Теперь она писала по три часа в день. Да и не было смысла работать больше над произведением, когда радикальная идея выражена.

Она работала у распахнутого окна и иногда ей казалось, что строка в ее рассказе звенит, как ночь за окном.

" Счастье! - думала она, - Откуда мне дана эта свобода, эта ясность мысли, эта уверенность в себе?.."

По ночам ей казалось, что черт показывает ей язык. И она смеялась над своими глупыми мыслями. Ну что ж, у каждого писателя есть свои маленькие секреты. Наступала, приближалась зима.

Белый иней припорашивал по утрам карнизы и желоба зданий, желтые листья устилали аллеи и переулки, и ее проза становилась прозрачней и тоньше.
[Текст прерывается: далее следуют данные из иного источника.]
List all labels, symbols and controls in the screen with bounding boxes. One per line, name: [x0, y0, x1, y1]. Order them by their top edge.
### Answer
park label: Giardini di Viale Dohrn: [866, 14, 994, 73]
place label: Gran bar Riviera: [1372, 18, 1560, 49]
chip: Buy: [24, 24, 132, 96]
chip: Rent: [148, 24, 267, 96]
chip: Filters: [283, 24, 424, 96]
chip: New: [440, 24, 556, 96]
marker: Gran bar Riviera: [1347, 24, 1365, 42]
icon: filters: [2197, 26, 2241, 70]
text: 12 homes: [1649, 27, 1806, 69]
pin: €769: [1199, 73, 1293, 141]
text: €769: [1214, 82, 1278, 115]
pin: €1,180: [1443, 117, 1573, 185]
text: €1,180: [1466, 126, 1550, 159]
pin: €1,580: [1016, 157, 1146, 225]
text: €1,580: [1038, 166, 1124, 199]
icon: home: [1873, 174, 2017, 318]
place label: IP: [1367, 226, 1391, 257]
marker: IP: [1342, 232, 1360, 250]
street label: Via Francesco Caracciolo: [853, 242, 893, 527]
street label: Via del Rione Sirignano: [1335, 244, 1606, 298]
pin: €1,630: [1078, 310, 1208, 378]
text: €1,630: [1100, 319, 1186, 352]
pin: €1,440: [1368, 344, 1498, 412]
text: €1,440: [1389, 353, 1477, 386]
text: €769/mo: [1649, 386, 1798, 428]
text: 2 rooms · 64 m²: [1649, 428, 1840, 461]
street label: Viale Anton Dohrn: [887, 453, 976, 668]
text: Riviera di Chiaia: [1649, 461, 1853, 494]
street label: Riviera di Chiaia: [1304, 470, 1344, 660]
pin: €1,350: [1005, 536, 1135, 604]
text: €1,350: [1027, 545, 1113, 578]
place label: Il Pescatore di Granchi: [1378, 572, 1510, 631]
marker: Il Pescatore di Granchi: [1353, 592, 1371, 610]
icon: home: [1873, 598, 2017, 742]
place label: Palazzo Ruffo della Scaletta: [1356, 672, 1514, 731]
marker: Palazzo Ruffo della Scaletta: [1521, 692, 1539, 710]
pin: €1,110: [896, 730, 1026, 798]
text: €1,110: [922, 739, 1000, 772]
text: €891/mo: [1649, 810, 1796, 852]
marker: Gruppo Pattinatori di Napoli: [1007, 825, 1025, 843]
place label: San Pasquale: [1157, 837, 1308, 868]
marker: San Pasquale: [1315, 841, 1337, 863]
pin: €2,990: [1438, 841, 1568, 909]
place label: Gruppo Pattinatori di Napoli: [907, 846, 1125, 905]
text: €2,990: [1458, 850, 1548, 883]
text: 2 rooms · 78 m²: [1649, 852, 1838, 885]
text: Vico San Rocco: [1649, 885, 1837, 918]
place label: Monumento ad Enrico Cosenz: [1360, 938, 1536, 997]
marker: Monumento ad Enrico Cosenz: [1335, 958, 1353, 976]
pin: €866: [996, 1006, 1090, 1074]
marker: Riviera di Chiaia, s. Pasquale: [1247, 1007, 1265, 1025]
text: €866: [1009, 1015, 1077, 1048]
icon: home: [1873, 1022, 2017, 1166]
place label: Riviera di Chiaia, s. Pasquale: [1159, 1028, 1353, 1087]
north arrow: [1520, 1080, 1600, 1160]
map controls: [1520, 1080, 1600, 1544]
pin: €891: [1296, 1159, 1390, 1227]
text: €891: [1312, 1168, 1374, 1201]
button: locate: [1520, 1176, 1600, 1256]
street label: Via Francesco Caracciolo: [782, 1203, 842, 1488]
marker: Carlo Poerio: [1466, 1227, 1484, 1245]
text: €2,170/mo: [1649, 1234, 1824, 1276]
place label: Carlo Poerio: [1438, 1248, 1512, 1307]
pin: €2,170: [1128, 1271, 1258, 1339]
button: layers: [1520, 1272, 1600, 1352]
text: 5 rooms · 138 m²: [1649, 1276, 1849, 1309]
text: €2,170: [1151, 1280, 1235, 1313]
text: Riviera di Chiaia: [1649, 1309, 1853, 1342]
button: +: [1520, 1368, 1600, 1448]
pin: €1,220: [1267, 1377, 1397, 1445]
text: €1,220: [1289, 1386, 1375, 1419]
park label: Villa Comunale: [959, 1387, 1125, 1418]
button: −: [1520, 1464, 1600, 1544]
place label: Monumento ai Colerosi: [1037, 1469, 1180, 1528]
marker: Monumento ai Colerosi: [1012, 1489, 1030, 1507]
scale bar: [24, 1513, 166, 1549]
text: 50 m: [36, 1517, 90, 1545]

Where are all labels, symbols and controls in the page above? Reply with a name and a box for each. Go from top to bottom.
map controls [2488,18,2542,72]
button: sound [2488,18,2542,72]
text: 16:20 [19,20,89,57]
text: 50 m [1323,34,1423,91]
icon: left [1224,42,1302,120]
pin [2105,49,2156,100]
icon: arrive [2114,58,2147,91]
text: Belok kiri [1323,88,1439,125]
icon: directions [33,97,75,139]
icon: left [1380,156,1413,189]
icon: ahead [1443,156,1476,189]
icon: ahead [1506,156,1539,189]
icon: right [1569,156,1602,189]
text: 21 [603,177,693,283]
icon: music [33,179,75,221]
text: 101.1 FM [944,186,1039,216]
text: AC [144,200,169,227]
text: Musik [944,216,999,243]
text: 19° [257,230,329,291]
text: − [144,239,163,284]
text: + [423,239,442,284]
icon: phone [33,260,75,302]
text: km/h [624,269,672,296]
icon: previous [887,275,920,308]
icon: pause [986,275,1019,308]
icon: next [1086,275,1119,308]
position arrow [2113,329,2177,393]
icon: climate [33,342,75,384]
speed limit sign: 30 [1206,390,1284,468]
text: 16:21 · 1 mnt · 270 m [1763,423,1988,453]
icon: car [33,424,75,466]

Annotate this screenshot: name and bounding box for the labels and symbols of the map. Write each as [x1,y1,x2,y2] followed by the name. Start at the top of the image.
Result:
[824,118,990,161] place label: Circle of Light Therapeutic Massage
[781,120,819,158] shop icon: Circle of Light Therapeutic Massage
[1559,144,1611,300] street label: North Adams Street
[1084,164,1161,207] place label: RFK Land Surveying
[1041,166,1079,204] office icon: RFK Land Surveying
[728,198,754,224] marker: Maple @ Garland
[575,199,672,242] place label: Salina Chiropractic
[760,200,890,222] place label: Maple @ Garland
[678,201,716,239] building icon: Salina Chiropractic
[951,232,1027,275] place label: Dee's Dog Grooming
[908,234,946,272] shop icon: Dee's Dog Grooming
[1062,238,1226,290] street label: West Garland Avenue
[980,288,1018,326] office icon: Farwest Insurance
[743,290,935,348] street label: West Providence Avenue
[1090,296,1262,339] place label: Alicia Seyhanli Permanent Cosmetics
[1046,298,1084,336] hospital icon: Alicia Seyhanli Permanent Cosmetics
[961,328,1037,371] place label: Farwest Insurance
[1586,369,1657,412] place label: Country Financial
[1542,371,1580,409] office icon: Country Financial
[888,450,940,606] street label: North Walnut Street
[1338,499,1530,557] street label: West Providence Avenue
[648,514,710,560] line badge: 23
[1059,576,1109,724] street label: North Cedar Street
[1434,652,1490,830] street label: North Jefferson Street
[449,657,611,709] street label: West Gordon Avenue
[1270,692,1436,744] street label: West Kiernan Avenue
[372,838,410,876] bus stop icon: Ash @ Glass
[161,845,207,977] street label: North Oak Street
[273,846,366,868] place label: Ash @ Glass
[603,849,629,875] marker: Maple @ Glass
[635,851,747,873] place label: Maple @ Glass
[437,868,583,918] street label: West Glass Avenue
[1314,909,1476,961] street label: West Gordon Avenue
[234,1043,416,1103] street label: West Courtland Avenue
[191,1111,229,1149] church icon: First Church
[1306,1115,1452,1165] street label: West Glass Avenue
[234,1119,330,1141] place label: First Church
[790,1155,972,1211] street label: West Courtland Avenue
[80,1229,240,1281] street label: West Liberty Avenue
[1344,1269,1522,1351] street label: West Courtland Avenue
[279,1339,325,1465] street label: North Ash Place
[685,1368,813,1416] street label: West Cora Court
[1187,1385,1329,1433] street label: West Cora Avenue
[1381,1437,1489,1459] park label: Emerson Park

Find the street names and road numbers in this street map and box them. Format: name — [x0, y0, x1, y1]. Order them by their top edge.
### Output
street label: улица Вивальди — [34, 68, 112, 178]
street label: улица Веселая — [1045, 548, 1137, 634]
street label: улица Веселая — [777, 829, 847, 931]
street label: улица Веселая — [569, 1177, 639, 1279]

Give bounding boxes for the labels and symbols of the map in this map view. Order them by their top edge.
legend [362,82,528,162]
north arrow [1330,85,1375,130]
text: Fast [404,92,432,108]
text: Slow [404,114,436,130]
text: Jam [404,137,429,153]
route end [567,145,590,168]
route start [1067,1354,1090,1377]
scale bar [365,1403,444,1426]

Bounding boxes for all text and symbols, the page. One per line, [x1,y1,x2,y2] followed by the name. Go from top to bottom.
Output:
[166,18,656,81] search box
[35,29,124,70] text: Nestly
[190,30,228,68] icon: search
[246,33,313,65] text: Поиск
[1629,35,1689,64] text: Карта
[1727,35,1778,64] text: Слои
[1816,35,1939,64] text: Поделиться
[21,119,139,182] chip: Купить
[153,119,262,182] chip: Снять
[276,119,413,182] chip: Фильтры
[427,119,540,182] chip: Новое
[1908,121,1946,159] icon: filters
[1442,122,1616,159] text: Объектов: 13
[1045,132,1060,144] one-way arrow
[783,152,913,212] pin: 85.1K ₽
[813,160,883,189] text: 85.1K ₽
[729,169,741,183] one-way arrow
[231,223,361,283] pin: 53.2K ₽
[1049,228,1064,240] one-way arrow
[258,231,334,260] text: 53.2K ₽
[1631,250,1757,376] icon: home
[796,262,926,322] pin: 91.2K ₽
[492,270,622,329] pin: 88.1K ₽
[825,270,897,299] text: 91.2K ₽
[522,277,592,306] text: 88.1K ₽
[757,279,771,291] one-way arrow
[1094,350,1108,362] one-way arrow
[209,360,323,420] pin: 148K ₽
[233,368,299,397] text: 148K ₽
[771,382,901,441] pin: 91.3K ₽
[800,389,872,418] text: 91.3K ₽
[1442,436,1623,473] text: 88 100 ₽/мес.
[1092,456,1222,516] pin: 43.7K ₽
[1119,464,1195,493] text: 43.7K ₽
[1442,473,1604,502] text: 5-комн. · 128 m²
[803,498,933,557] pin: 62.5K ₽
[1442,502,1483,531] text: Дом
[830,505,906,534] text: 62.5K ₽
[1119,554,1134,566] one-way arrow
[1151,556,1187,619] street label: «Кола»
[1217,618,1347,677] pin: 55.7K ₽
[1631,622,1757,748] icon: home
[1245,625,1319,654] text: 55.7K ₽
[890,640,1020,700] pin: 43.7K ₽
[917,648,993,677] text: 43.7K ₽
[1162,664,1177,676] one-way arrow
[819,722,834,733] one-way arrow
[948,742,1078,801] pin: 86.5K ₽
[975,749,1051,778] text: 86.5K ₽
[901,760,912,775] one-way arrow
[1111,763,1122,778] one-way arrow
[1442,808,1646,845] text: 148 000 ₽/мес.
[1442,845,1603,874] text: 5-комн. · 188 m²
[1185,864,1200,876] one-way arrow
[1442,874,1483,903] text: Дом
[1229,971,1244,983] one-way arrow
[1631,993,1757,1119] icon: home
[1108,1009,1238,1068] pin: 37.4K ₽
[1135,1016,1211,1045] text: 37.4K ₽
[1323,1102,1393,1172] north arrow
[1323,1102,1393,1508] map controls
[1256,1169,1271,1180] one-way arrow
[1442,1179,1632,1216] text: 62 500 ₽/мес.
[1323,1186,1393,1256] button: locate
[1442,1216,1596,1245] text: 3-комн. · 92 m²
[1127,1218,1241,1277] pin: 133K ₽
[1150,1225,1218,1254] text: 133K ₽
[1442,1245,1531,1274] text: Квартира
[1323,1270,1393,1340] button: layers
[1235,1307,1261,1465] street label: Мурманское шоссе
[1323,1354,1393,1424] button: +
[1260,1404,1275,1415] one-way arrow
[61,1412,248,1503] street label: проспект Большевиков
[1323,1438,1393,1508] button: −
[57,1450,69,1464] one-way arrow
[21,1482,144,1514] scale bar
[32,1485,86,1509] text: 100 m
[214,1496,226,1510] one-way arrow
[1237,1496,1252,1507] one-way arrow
И смешно и интересно было Веронике наблюдать, как каждое явление природы и улицы, даже изгиб черных прутьев сиреневого куста за окном, отражаются в самом характере и построении ее произведения. Она видела что природа и она сама - это одно целое, одно и то же.

В ноябрьские ночи у теплого камина словно ветер нашептывал ей слова, как буд-то поземка из далей Тверского края приносила ей эти строки:

Из тьмы снегов,

холмов, соборов

несется зов

церковных хоров.

И шариковые ручки на полке камина так пахли, как в детстве. " Я только начинаю жить, - думала она."

Иногда муж Сашка стоял за ее спиной и смотрел как она работает. И однажды он спросил, глядя, как она работает:

- А что ты делаешь?

- Как что?.. Пишу.

Но зима прошла со всеми ее гирляндами и шарами. Уходила белая снежная старуха из домов и из подворотен. Самая жгучая, самая памятная зима в жизни!

5

Наступил май. Вероника похорошела и появилось в ней что-то змеиное.

Иногда, когда она писала, с ней случались легкие приступы, как бы секунды мгновенной потери сознания. Голова начинала кружиться.

В ту ночь она писала "Круг". Книга уже вышла из объема десяти листов. Сознание было ясное и Веронике казалось, что кто-то другой, высшая сила, водит ее пером.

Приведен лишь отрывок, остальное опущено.